*** Begin section ***

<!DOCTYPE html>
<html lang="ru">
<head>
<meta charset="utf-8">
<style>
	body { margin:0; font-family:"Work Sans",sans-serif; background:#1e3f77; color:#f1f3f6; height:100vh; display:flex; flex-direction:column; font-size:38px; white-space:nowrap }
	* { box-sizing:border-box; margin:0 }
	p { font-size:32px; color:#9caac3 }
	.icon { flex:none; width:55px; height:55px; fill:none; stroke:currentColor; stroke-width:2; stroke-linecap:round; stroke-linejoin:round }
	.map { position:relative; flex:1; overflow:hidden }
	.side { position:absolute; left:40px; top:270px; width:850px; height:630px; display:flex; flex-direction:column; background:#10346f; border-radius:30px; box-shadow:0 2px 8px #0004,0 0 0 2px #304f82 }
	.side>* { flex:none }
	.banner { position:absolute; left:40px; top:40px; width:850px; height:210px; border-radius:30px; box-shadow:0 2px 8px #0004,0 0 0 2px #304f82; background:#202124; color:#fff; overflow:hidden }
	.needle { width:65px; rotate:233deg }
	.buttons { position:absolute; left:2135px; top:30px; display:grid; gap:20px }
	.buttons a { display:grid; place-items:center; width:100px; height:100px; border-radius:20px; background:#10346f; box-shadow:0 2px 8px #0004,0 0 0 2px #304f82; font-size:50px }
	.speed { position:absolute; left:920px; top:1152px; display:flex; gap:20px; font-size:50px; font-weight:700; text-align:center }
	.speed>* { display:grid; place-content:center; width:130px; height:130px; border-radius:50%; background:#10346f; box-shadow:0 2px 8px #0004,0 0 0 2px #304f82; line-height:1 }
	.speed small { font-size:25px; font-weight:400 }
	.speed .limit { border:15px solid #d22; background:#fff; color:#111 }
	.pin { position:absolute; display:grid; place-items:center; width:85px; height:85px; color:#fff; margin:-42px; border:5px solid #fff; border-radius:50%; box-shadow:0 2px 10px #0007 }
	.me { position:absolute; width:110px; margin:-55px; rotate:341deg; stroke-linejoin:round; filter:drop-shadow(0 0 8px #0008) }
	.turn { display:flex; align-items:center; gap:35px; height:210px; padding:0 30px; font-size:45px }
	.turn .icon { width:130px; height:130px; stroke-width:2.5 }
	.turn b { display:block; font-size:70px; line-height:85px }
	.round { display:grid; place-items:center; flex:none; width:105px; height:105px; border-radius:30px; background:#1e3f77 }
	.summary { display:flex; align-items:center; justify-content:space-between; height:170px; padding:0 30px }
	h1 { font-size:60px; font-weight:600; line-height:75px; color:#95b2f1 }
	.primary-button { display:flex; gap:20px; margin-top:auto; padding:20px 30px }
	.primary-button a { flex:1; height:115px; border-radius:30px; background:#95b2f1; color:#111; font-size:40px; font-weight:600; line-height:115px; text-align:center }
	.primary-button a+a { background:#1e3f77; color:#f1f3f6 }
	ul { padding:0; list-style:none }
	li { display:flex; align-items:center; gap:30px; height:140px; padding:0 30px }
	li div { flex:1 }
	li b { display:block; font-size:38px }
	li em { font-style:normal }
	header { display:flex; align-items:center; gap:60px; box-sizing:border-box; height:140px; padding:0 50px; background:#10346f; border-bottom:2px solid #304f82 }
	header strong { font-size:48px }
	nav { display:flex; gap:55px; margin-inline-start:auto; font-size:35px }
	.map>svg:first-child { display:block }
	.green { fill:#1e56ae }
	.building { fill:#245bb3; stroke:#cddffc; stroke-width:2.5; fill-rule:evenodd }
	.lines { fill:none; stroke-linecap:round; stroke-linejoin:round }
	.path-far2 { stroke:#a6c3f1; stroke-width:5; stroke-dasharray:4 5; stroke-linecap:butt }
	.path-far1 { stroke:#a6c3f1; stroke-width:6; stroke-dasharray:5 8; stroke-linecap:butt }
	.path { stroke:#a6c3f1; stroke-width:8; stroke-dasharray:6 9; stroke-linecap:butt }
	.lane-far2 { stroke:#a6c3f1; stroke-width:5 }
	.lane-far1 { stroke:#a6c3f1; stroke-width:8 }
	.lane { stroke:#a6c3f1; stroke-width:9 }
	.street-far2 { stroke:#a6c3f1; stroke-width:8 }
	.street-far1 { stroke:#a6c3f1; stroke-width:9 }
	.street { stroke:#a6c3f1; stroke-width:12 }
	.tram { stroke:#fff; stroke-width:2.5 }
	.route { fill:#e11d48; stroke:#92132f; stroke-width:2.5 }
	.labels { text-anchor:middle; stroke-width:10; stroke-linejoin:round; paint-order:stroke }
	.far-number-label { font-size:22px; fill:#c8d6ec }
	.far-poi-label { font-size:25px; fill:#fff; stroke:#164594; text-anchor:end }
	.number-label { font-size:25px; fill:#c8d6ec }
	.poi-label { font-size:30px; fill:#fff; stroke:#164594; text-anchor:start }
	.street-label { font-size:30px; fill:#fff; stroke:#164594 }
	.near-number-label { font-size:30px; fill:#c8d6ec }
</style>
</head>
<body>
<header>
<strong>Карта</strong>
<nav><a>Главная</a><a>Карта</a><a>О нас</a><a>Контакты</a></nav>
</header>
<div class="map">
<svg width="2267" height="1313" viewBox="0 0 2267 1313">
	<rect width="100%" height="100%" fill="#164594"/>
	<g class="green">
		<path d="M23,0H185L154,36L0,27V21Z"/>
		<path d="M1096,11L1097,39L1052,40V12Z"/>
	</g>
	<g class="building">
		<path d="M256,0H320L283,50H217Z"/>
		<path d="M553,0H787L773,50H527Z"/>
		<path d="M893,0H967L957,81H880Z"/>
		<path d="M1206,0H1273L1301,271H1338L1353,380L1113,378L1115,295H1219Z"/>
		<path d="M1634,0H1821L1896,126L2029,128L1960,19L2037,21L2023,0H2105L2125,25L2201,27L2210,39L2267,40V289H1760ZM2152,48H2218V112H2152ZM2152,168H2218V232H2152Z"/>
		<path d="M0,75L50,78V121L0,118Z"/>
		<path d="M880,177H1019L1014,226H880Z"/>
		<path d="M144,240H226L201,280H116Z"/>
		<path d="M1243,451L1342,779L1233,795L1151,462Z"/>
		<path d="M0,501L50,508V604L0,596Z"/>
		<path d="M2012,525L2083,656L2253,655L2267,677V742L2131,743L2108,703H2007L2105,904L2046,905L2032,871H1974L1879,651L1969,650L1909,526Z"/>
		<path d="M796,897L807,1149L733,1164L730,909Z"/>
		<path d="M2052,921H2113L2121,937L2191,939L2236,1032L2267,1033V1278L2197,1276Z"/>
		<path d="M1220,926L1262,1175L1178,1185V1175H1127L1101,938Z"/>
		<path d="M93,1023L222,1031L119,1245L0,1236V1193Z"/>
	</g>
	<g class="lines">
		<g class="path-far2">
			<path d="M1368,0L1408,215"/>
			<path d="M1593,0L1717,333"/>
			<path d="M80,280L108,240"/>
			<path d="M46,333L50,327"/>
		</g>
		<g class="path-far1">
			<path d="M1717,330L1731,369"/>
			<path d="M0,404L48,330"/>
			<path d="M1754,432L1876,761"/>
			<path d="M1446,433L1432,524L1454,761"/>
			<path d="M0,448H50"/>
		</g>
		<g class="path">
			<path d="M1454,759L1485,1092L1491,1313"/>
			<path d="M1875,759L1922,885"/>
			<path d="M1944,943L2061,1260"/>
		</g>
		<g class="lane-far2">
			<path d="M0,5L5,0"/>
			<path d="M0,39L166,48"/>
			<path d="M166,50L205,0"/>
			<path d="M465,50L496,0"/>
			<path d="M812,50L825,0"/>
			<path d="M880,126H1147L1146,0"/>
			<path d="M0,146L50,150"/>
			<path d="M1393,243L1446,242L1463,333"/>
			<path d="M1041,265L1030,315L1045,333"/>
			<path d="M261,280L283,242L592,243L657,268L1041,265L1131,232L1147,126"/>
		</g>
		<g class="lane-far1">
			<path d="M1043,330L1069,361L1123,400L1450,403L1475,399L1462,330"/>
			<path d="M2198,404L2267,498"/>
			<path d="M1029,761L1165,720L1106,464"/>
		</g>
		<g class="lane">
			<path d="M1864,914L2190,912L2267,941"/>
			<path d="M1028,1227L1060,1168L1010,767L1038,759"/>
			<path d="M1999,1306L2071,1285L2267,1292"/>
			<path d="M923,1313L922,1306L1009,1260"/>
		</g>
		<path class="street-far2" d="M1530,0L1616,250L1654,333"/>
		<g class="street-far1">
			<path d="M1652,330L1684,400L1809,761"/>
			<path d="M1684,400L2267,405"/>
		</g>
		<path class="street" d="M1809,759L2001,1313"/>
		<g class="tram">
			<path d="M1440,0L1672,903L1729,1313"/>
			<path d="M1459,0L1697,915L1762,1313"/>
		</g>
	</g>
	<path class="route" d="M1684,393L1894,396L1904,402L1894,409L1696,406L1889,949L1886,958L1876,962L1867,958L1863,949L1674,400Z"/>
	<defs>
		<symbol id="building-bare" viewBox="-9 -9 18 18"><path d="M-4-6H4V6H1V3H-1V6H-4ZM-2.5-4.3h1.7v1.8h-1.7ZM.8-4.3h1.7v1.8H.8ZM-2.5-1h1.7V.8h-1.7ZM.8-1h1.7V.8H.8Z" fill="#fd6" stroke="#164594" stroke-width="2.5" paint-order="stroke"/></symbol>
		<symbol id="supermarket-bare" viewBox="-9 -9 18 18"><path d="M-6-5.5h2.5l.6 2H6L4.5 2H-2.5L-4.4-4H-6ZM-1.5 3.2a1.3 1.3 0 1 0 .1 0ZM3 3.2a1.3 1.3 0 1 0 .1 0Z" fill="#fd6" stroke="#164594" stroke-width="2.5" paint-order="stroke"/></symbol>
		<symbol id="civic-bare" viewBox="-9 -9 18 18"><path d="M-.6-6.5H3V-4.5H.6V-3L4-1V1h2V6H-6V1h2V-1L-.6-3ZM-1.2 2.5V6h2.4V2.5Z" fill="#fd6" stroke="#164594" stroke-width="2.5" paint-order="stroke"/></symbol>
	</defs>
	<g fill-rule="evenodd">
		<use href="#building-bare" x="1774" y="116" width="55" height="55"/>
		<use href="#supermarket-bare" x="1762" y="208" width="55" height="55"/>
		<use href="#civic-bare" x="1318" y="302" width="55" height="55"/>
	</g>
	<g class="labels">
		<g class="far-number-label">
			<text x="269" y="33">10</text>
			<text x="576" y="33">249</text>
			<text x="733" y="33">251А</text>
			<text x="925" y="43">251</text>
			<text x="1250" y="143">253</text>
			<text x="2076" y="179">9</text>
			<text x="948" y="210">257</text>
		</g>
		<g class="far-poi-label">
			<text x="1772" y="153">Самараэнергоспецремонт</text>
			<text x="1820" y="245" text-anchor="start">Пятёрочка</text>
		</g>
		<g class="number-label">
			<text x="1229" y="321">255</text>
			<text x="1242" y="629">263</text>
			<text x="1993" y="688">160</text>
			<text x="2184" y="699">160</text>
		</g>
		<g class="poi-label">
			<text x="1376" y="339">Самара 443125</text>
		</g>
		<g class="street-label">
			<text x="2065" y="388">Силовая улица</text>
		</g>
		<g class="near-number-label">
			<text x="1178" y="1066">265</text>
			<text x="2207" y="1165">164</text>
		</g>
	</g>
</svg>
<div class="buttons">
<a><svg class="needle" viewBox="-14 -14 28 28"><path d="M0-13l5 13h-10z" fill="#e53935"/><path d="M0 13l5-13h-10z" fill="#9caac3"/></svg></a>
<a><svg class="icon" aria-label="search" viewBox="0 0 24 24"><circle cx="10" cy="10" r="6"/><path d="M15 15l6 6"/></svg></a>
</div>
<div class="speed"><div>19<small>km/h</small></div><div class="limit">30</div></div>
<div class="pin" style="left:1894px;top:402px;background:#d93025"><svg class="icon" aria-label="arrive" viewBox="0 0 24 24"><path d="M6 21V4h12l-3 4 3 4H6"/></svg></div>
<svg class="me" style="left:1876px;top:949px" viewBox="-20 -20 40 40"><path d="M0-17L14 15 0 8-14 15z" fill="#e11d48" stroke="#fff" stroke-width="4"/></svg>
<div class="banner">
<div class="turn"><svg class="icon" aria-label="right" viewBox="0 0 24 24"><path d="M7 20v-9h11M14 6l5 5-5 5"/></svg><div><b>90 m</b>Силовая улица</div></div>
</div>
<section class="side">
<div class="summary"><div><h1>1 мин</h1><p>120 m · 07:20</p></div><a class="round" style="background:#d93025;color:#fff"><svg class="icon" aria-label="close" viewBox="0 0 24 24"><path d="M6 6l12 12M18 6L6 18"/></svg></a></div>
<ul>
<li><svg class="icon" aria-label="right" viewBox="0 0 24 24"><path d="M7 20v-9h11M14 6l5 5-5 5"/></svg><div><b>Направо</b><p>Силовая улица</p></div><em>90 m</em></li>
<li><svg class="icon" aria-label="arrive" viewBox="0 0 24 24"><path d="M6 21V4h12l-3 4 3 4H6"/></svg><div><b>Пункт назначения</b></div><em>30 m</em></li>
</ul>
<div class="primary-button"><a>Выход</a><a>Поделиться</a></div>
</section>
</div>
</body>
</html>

*** End section ***

> About this exercise
Note each line above that contains "shadow" and copy it out.

> Exercise response
	.side { position:absolute; left:40px; top:270px; width:850px; height:630px; display:flex; flex-direction:column; background:#10346f; border-radius:30px; box-shadow:0 2px 8px #0004,0 0 0 2px #304f82 }
	.banner { position:absolute; left:40px; top:40px; width:850px; height:210px; border-radius:30px; box-shadow:0 2px 8px #0004,0 0 0 2px #304f82; background:#202124; color:#fff; overflow:hidden }
	.buttons a { display:grid; place-items:center; width:100px; height:100px; border-radius:20px; background:#10346f; box-shadow:0 2px 8px #0004,0 0 0 2px #304f82; font-size:50px }
	.speed>* { display:grid; place-content:center; width:130px; height:130px; border-radius:50%; background:#10346f; box-shadow:0 2px 8px #0004,0 0 0 2px #304f82; line-height:1 }
	.pin { position:absolute; display:grid; place-items:center; width:85px; height:85px; color:#fff; margin:-42px; border:5px solid #fff; border-radius:50%; box-shadow:0 2px 10px #0007 }
	.me { position:absolute; width:110px; margin:-55px; rotate:341deg; stroke-linejoin:round; filter:drop-shadow(0 0 8px #0008) }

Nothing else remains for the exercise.